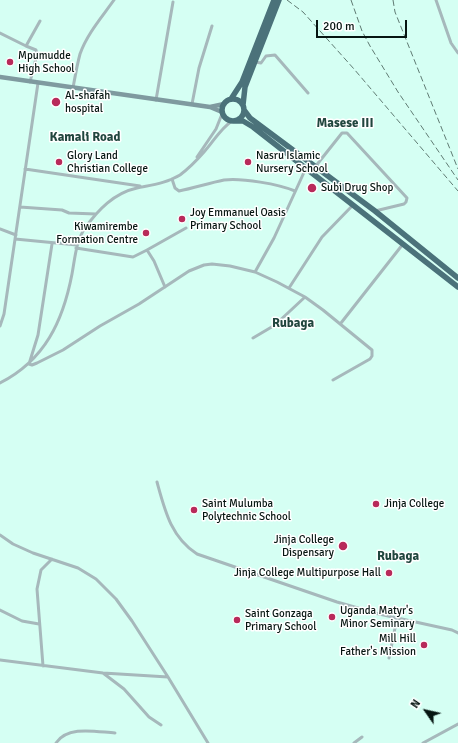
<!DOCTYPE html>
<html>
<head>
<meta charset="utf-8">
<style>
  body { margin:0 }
  #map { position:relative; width:458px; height:743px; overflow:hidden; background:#d5fff3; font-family:Signika,sans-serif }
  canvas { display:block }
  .north { position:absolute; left:406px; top:691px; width:40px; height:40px; -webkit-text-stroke:3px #fff; paint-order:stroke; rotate:304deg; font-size:11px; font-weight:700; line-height:16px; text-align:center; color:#061511 }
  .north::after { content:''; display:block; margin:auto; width:14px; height:18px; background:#061511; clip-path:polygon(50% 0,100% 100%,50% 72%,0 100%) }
  .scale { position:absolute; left:316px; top:20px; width:91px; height:18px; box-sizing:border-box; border:2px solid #061511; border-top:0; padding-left:5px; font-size:12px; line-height:14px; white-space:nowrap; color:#061511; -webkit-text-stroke:3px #fff; paint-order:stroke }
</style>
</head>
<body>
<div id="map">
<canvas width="458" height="743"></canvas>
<div class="north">N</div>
<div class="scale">200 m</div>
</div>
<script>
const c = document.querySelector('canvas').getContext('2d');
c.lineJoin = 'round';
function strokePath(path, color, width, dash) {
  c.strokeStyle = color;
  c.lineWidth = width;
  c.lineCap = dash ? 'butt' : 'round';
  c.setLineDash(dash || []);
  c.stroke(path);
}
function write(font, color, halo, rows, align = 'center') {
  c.font = font + ' Signika,sans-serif';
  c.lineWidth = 3;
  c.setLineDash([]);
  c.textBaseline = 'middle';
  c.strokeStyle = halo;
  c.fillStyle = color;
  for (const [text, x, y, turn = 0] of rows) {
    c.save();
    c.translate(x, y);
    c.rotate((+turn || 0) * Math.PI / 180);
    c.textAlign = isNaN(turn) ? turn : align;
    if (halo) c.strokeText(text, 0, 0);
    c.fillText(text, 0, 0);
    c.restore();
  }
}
strokePath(new Path2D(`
  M436,0L451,43L458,53
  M0,33L26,46
  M255,62L261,63L266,56L275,55L308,93
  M30,82L37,54L36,50L26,46L40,21
  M73,88C75,77 77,65 80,54C87,34 102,17 114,0
  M156,100L173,2
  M192,104L199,68L212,26
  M197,157L216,129L222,114
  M315,167L342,133H347L407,198L406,202L404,204L375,211
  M25,169L140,186
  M172,179L175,188L179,191C194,188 209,183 224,180C243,178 278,184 295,191
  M20,207L62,210L69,213L96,214
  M0,229L16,235
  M15,239L77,245
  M52,244L38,335L29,364L32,365L37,363L63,350L100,326L139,304L189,271L204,265L212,264L230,266L255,272L277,282L305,297L323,310L372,350V356L370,359L333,380
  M76,248L133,257L147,250L186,228
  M147,250L154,261L165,287
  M255,272L274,238L306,168
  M289,288L322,237L353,205
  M341,323L403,244
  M0,326L4,314L38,83
  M253,338L275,325L305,297
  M0,383C45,360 63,321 72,274C75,258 76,241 85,228C98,210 114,193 137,188C151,185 167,183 180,175C188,169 197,160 204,152C214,141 220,129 232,121
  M157,482C165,511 171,537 197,554L337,602L379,614L452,630L458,633
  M0,535L13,544L33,553L78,568L96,579L116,599L132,621L168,677
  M0,610L22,621L39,624
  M389,658L397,618
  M0,660L103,673L168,677L208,743
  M43,666L37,589L41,570L52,559
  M103,673L124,689L149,717L161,725
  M56,743C68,725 97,732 115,733
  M354,743L362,737
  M423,743L458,724`), '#a6b8bb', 3);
strokePath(new Path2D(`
  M0,77L210,107L222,112
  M210,107L224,104`), '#7f9a9f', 4.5);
strokePath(new Path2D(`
  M222 110a11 11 0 1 1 22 0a11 11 0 1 1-22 0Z
  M231,99L242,82L274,0
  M243,105L245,87L279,0
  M244,110L250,118L375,211L458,278
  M236,121H243L253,127L458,287`), '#4b727a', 5.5);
strokePath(new Path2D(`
  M287,0L303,12L354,69L458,191
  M351,0L362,31L370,46L398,92L458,180
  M393,0L395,12L458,169`), '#5f7a72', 1, [6, 3]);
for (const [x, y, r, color] of [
  [10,62,4,"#b82a5a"],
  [56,102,5,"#b82a5a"],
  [59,162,4,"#b82a5a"],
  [248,162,4,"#b82a5a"],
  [312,188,5,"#b82a5a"],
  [182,219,4,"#b82a5a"],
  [146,233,4,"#b82a5a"],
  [376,504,4,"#b82a5a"],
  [194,510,4,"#b82a5a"],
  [343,546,5,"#b82a5a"],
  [389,573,4,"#b82a5a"],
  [332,617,4,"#b82a5a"],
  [237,620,4,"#b82a5a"],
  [424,645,4,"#b82a5a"]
]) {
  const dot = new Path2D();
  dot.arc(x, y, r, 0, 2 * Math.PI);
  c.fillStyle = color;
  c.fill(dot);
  strokePath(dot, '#fff', 1.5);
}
write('11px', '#061511', '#fff', [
  ["Mpumudde",18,56],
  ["High School",18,69],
  ["Al-shafah",65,96],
  ["hospital",65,109],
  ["Glory Land",67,156],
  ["Christian College",67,169],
  ["Nasru Islamic",256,156],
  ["Nursery School",256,169],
  ["Subi Drug Shop",321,188],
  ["Joy Emmanuel Oasis",190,213],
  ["Primary School",190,226],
  ["Kiwamirembe",138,227,"right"],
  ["Formation Centre",138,240,"right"],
  ["Saint Mulumba",202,504],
  ["Polytechnic School",202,517],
  ["Jinja College",384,504],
  ["Jinja College",334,540,"right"],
  ["Dispensary",334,553,"right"],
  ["Jinja College Multipurpose Hall",381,573,"right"],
  ["Uganda Matyr's",340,611],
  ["Minor Seminary",340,624],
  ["Saint Gonzaga",245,614],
  ["Primary School",245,627],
  ["Mill Hill",416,639,"right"],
  ["Father's Mission",416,652,"right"]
], 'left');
write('bold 13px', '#21463e', '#fff', [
  ["Masese III",345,124],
  ["Kamali Road",85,138],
  ["Rubaga",293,324],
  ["Rubaga",398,557]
]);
</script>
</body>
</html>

• • • • •

The string "halo": state how many lines above contain it, giving nothing but the number.

Answer to the exercise
3